Der neueste Einfall, allerdings nicht als rein deutsche Produkton: „WorldScreen“. Die gute Nachricht lautet, dass Kinobilder in Zukunft via Satellit und in digitaler Qualität die Lichtspielhäuser erreichen, die schlechte, dass der Filmvorführer dann einpacken und nach Hause gehen kann. So wollen es die Forscher des Fraunhofer-Instituts in Erlangen, die das 6-Millionen-Euro-Projekt zusammen mit Firmen wie Kodak und Deutsche Telekom Laboratories vorantreiben.
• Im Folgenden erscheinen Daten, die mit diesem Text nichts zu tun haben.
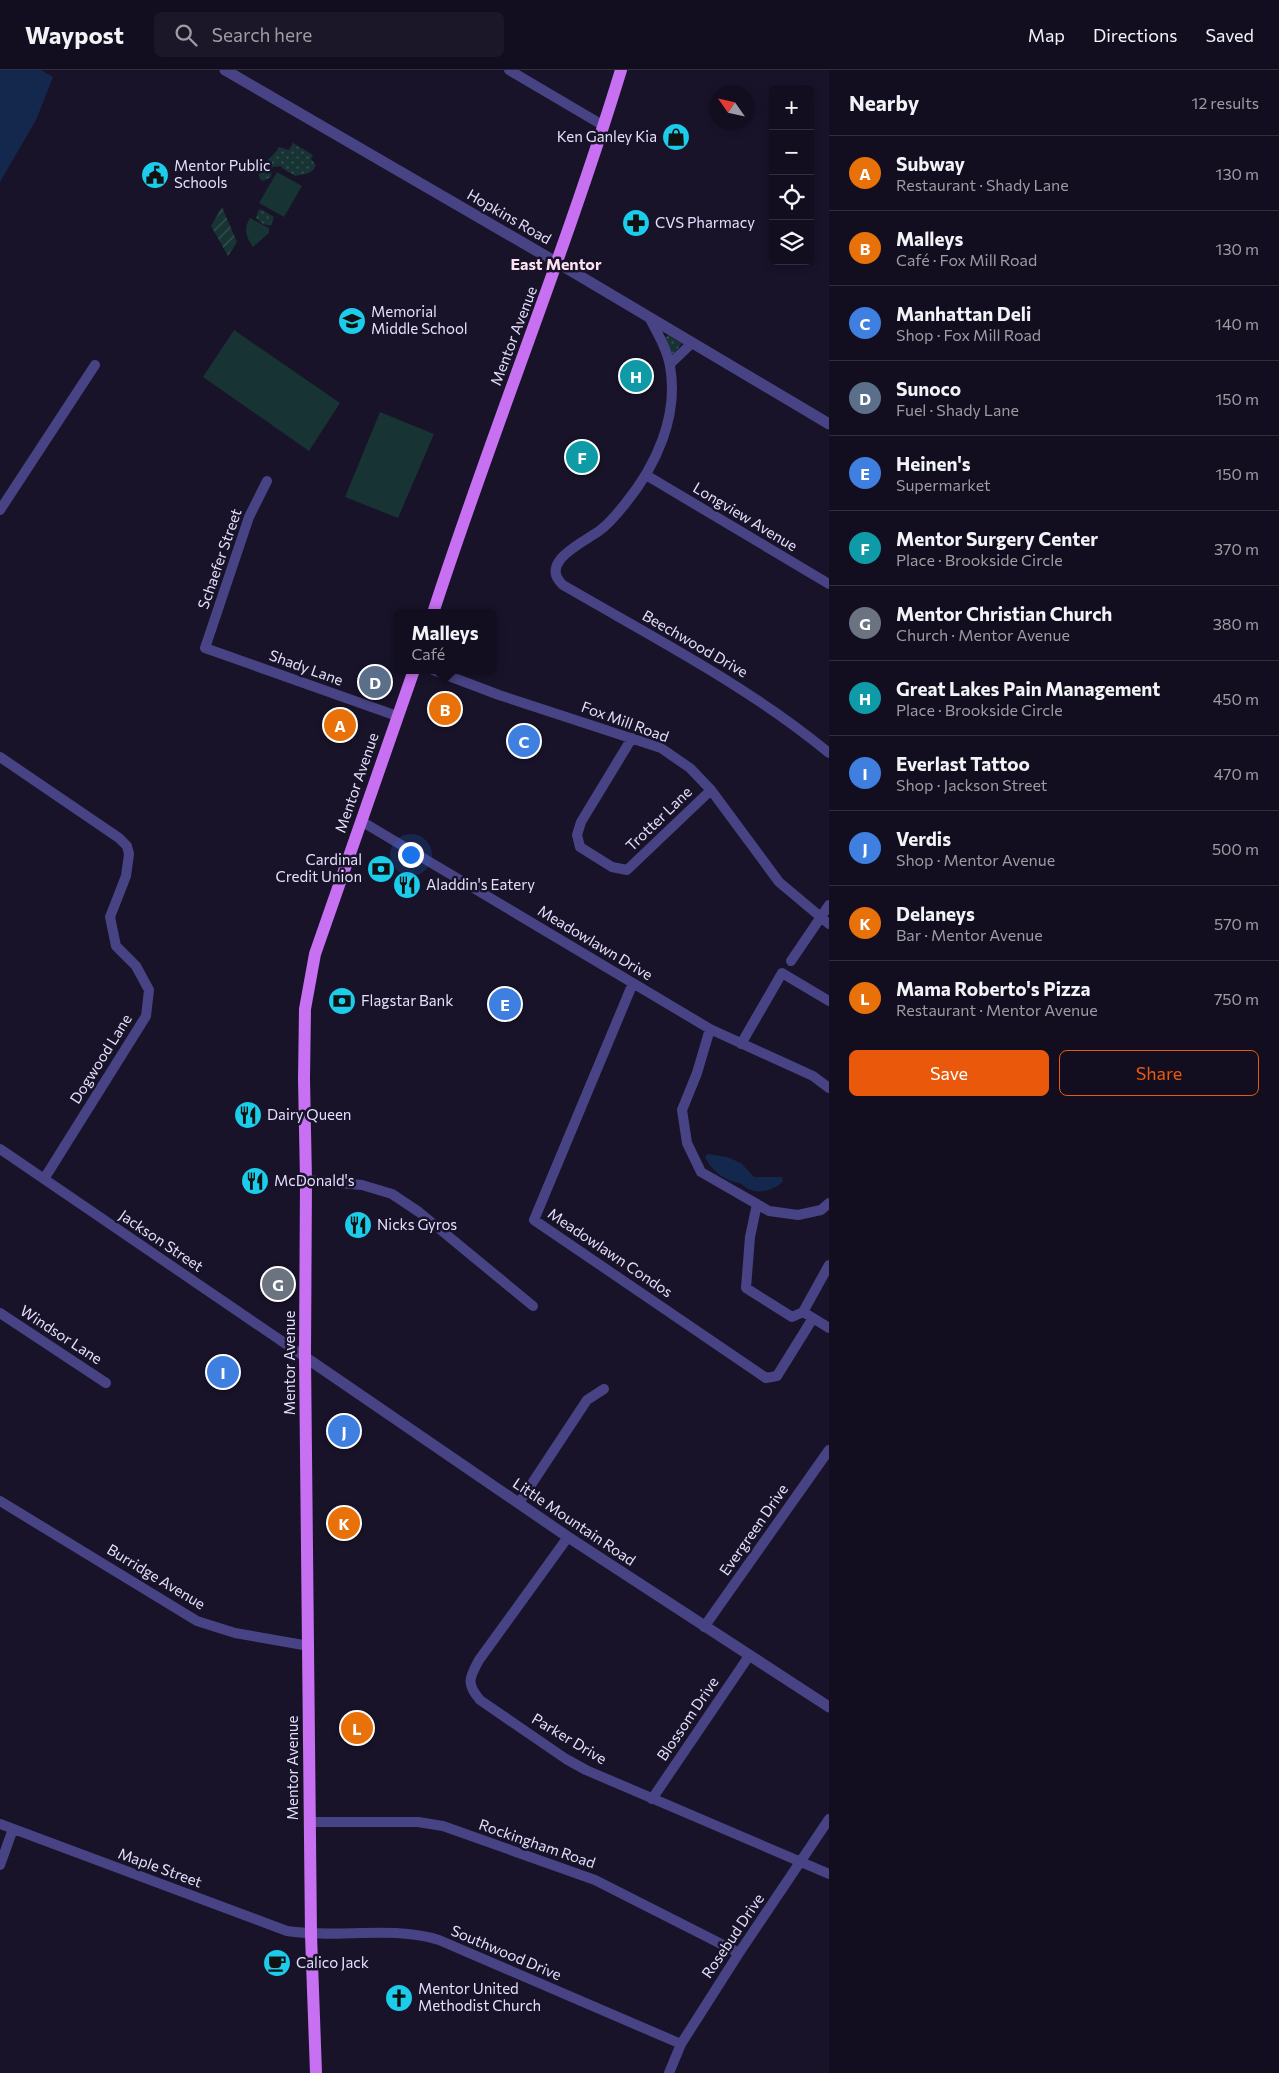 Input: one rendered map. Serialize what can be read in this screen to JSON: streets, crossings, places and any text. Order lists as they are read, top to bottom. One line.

Der Geniestreich dabei: Wenn es ähnlich wie bei der MP3-Technik, die ebenfalls von den Erlanger Wissenschaftlern entwickelt wurde, gelingt, die gewaltigen Datenmengen ohne Qualitätsverlust zu komprimieren, sehen wir bald auf der Breitbildleinwand eklatant verbesserte Bilder. Und das Kino wäre dem Fernsehen wieder einen Schritt voraus. Ebenfalls aus dem Hause Fraunhofer stammt eine Backenzahnprotese namens „Intellidrug“, die Medikamentenwirkstoffe automatisch an die Mundschleimhaut abgibt. Die Dosis stellt der Arzt über eine Fernbedienung ein.

Brauchen wir das alles?

Spätestens an dieser Stelle stellt sich die Frage: Was braucht der Mensch und was nicht? Ganz sicher, wenngleich sie auch verboten werden soll, die ganz normale Glühbirne! Sie leuchtete zum ersten Mal 1854 für 40 Stunden und bestand aus Glas und Bambusfasern, die in einem Vakuum glühten. Der Deutsche Heinrich Göbel hatte zuvor 17 Jahre lang vergebens versucht, künstliches Licht zu erzeugen. Beharrlichkeit scheint daher eine der wichtigsten Tugenden der Erfinder zu sein. Denn das eint sie alle: Keiner gab auf. Artur Fischer nicht, der 1958 den Nylon-Dübel ersann, obwohl viele vorangegangene Versuche wegen schlechten Materials scheiterten. Professor Karlheinz Brandenburg nicht, der als „MP3-Vater“ in die Geschichte eingehen wird. Den Geistesblitz hatte er bereits 1986. Beim Duschen. Er wusste hernach, wie es technisch möglich sein würde, dass abertausende Musikstücke in eine Streichholzschachtel passen. MP3 unterdrückt überflüssige Frequenzen, die der Mensch nicht wahrnehmen kann, in einem „psychoakustischen Auswahlverfahren“. So einfach ist das. Aber der Weg war steinig, bevor Brandenburg, der „Visionen, Überstunden und Sturheit“ als Begleiter nennt, 1987 der Öffentlichkeit MP3 präsentieren konnte. Es sollte weitere elf Jahre dauern, bis der erste von der Industrie entwickelte Player auf den Markt kam.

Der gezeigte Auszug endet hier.